Garmin-Chipotle's team physiologist, Allen Lim, quietly crunched numbers after the stage that showed how unlikely Ricco's ascension rate was, and he was not alone. While such analyses in and of themselves are not evidence, at the very least they will attract the searchlights of anti-doping authorities who are unabashedly targeting prime suspects.

On an emotional level, it's also hard to imagine the level of cynicism, denial and risk addiction it would have taken for a dirty rider to be unmoved by the pre-Tour meeting called by race director Christian Prudhomme, a man partial to bombast who nonetheless excluded media from this particular gathering.

Garmin-Chipotle owner Doug Ellis was there. "He made a very strong appeal, saying, 'This is our sport, our monument to take care of. Everyone has the power to bring it down,'" Ellis said. "I like that message. I believe in that message. But for self-interest, people are bringing down an institution that's bigger than any one guy's win or his career.

"What are they thinking?"

Much has been written about the commitment of teams like Columbia, Garmin-Chipotle and Team CSC-Saxo Bank to the anti-doping cause and their independently monitored blood profiling programs. But perhaps the smartest thing these teams have done is find honest ways to appeal to the same base competitiveness in elite athletes that sometimes leads them to cross ethical lines.

What separates these riders from the rest of us is not only their physical gifts but their incredible capacity to drive, motivate and discipline themselves. If a rider believes he has an edge, he does; so each of these teams has gone to extremes to experiment with innovative training methods, equipment and psychological support. CSC-Saxo Bank owner Bjarne Riis instituted offseason survival camps to bond his riders. Columbia has brought in strength and biomechanical coaches from other sports and has its riders sit in inflatable cold plunge pools after stages. Garmin-Chipotle riders don ice vests while warming up for time trials and pull on compression space boots and helmets after stages to promote better circulation.

No detail is too small for the concept vetters on these teams.

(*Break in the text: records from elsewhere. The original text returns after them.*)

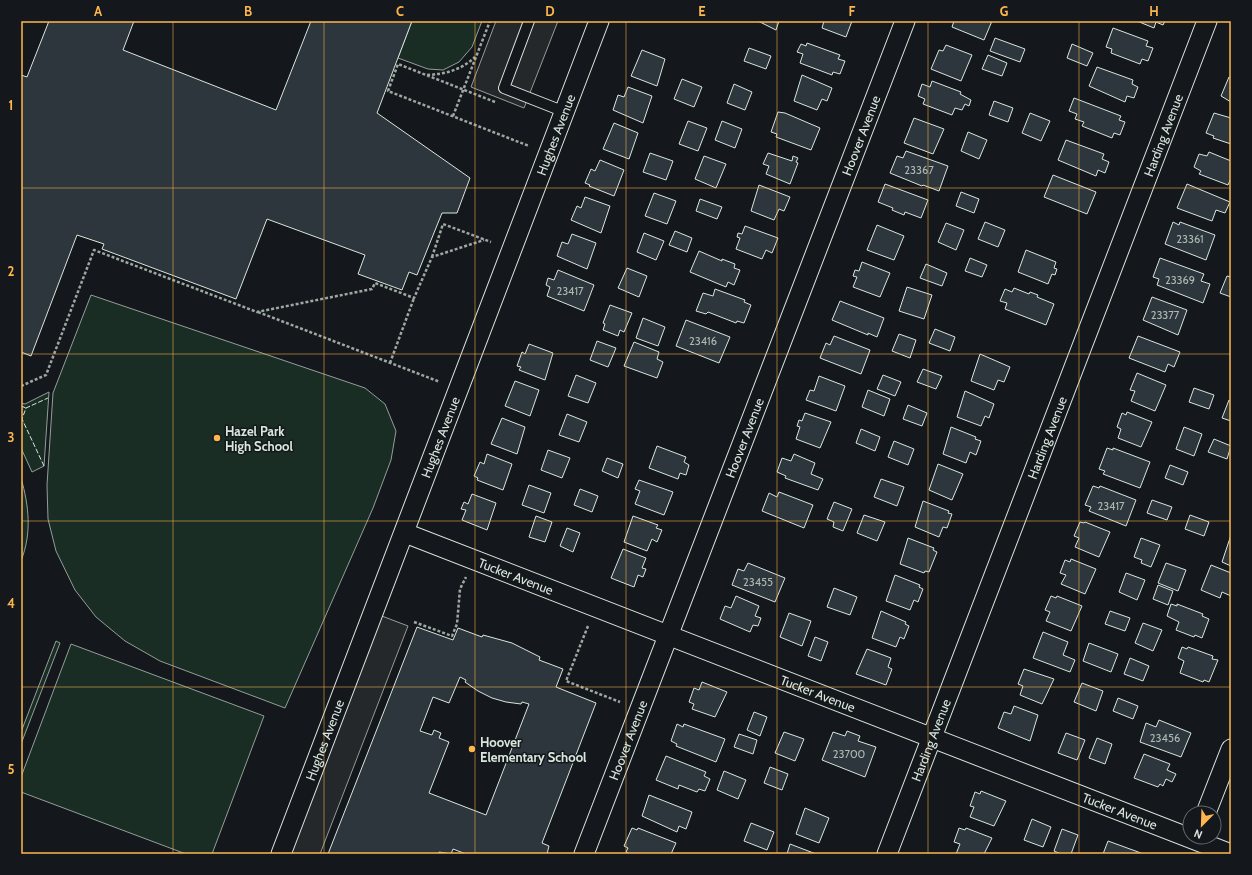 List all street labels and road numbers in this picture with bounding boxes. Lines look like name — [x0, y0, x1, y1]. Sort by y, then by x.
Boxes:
street label: Hughes Avenue — [533, 91, 578, 177]
street label: Harding Avenue — [1140, 91, 1186, 179]
street label: Hoover Avenue — [838, 93, 884, 178]
street label: Hughes Avenue — [417, 394, 463, 480]
street label: Harding Avenue — [1024, 394, 1070, 481]
street label: Hoover Avenue — [722, 395, 767, 480]
street label: Tucker Avenue — [476, 554, 556, 598]
street label: Tucker Avenue — [778, 672, 858, 715]
street label: Harding Avenue — [908, 696, 954, 784]
street label: Hughes Avenue — [302, 697, 347, 783]
street label: Hoover Avenue — [605, 698, 651, 782]
street label: Tucker Avenue — [1080, 789, 1160, 833] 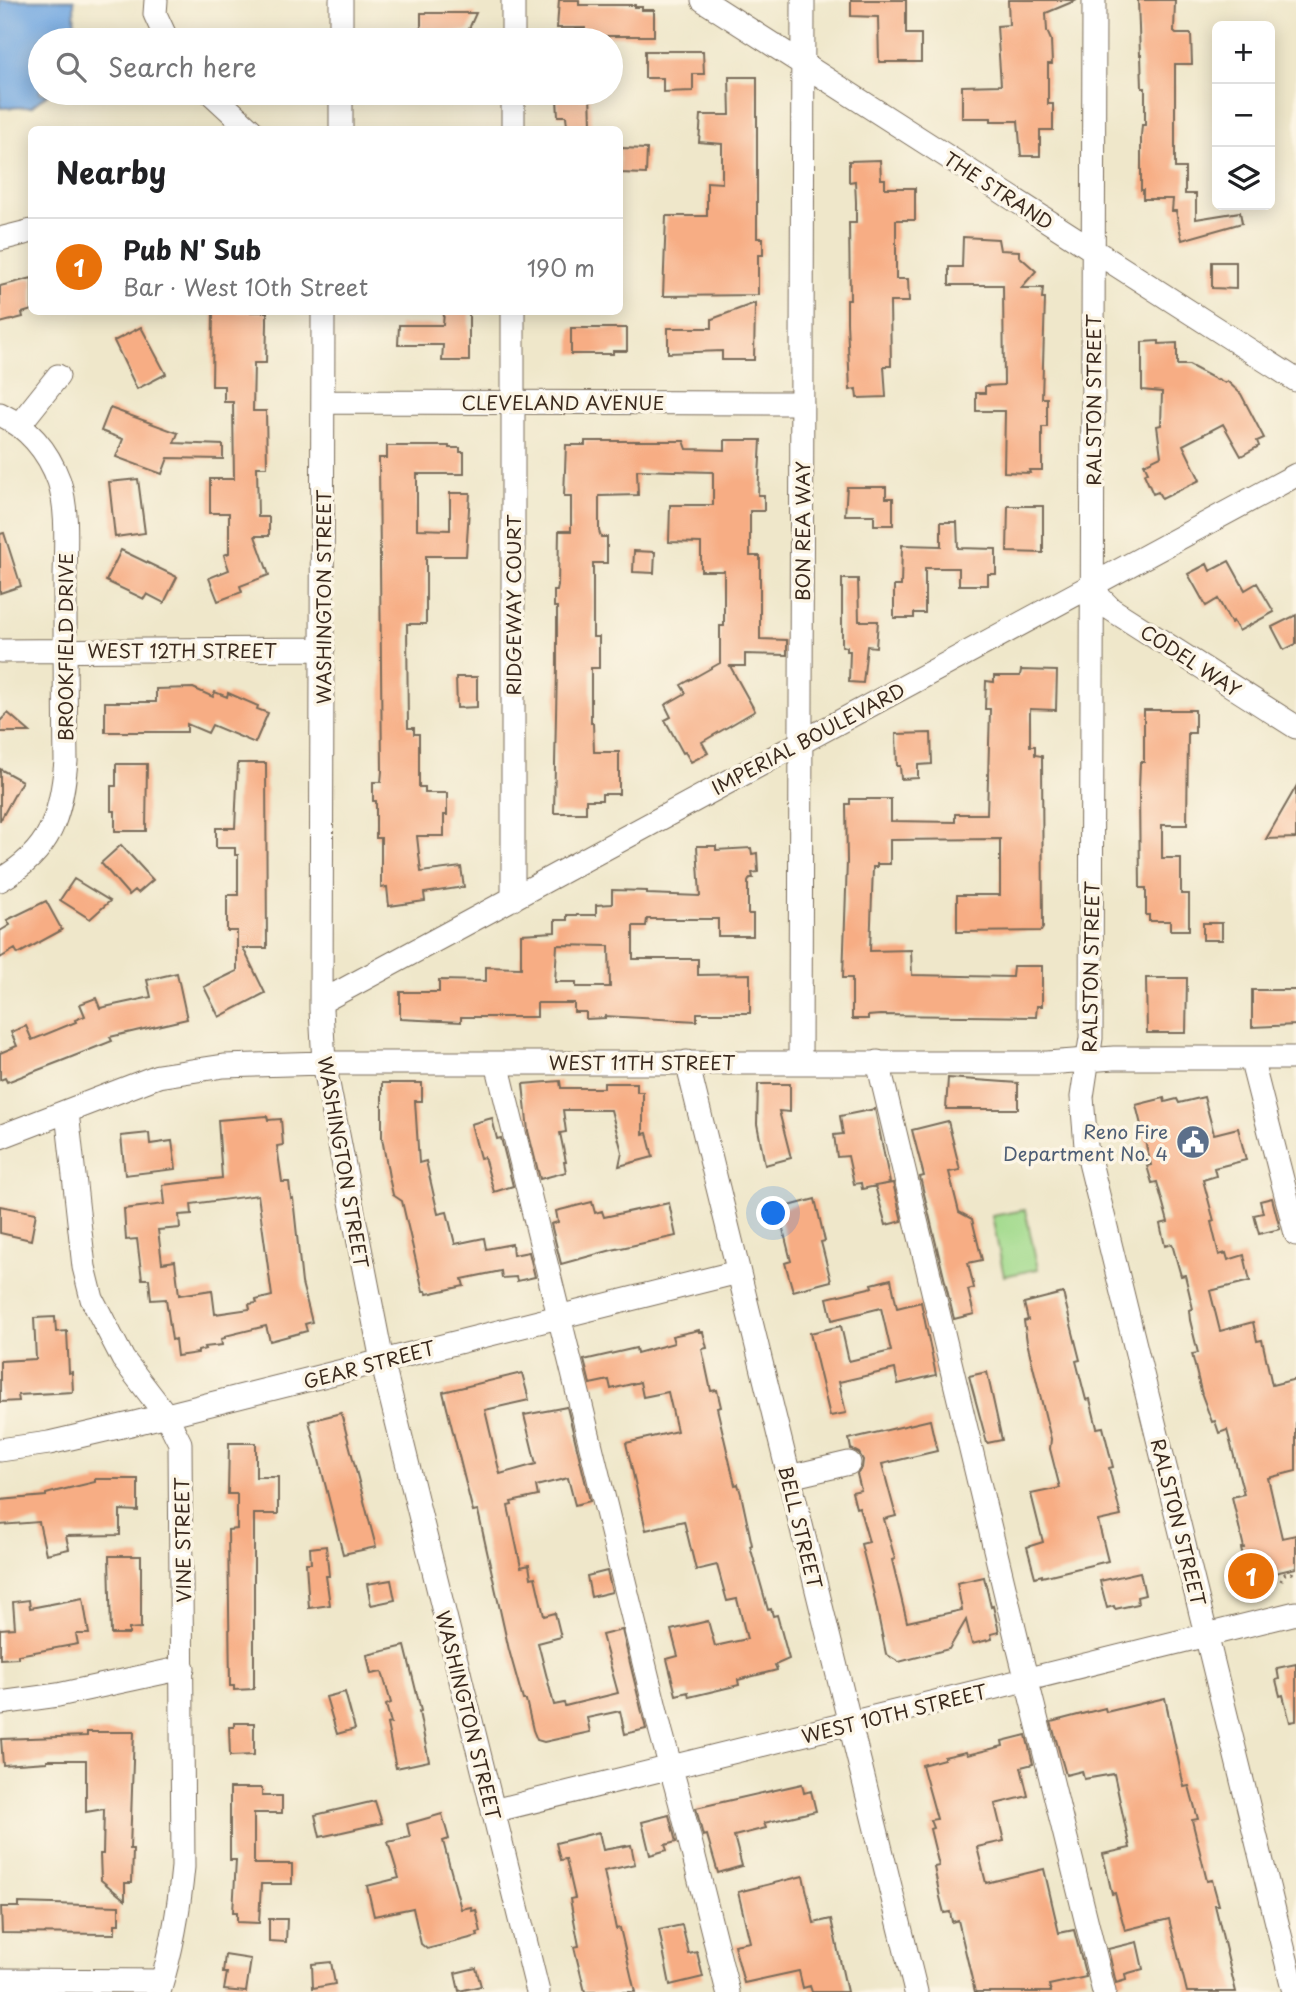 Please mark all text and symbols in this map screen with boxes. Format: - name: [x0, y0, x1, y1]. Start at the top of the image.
- map controls: [1212, 21, 1275, 210]
- button: +: [1212, 21, 1275, 84]
- search box: [28, 28, 623, 105]
- text: Search here: [108, 47, 257, 86]
- icon: search: [52, 48, 90, 86]
- button: −: [1212, 84, 1275, 147]
- street label: THE STRAND: [939, 144, 1059, 236]
- button: layers: [1212, 147, 1275, 210]
- text: Nearby: [56, 149, 166, 194]
- text: Pub N' Sub: [123, 230, 261, 269]
- text: 1: [74, 250, 85, 285]
- text: 190 m: [527, 250, 595, 285]
- text: Bar · West 10th Street: [123, 269, 368, 304]
- street label: RALSTON STREET: [1079, 314, 1107, 486]
- street label: CLEVELAND AVENUE: [461, 388, 665, 416]
- street label: BON REA WAY: [788, 461, 816, 601]
- street label: WASHINGTON STREET: [309, 489, 337, 704]
- street label: RIDGEWAY COURT: [499, 514, 527, 696]
- street label: BROOKFIELD DRIVE: [51, 553, 79, 741]
- street label: CODEL WAY: [1135, 617, 1247, 703]
- street label: WEST 12TH STREET: [87, 636, 277, 664]
- street label: IMPERIAL BOULEVARD: [706, 675, 910, 801]
- street label: RALSTON STREET: [1075, 881, 1105, 1053]
- street label: WEST 11TH STREET: [549, 1048, 735, 1076]
- street label: WASHINGTON STREET: [312, 1054, 376, 1270]
- place label: Reno Fire Department No. 4: [1003, 1117, 1168, 1167]
- public building icon: Reno Fire Department No. 4: [1174, 1123, 1212, 1161]
- your location: [756, 1196, 790, 1230]
- street label: GEAR STREET: [300, 1333, 438, 1395]
- street label: RALSTON STREET: [1145, 1436, 1213, 1608]
- street label: BELL STREET: [772, 1463, 830, 1591]
- street label: VINE STREET: [167, 1477, 197, 1603]
- pin: 1: [1228, 1550, 1274, 1602]
- street label: WASHINGTON STREET: [429, 1607, 509, 1823]
- street label: WEST 10TH STREET: [798, 1676, 990, 1750]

It all adds up to a process that should be a lot more satisfying than living in the clandestine world of injections, transfusions and drips.

Ricco might have to wait a while to find out what that's like if he's convicted, treated like a common criminal by the French justice system (he faces a maximum $5,000 fine and two years in jail for use and/or possession of doping substances) and suspended from cycling for the mandatory two years. But it all starts with wanting to ride straight and win clean. If team directors could predetermine that predilection, they would, but that's one area of human chemistry no test can plumb.

Cavendish noted after his wheel-length win that he wasn't able to open up the kind of margin he had in his first two stage victories. "It shows how tired I am," he said, without show or self-pity. That is supposed to happen to mortals over a three-week race, no matter how fit they are.

The Olympics-bound sprinter had a close call early in Stage 10, when, riding on the flats through a wooded area, a soccer ball rolled out onto the course. Cavendish and Garmin-Chipotle's Danny Pate crashed as a result but weren't seriously hurt.

"It's a beautiful sport," Cavendish said. "With the pleasure comes the pain."

That pretty much sums up the state of the Tour and cycling right now: grim pleasure in watching the incremental steps toward progress, pain at the knowledge that a certain number will refuse to go along.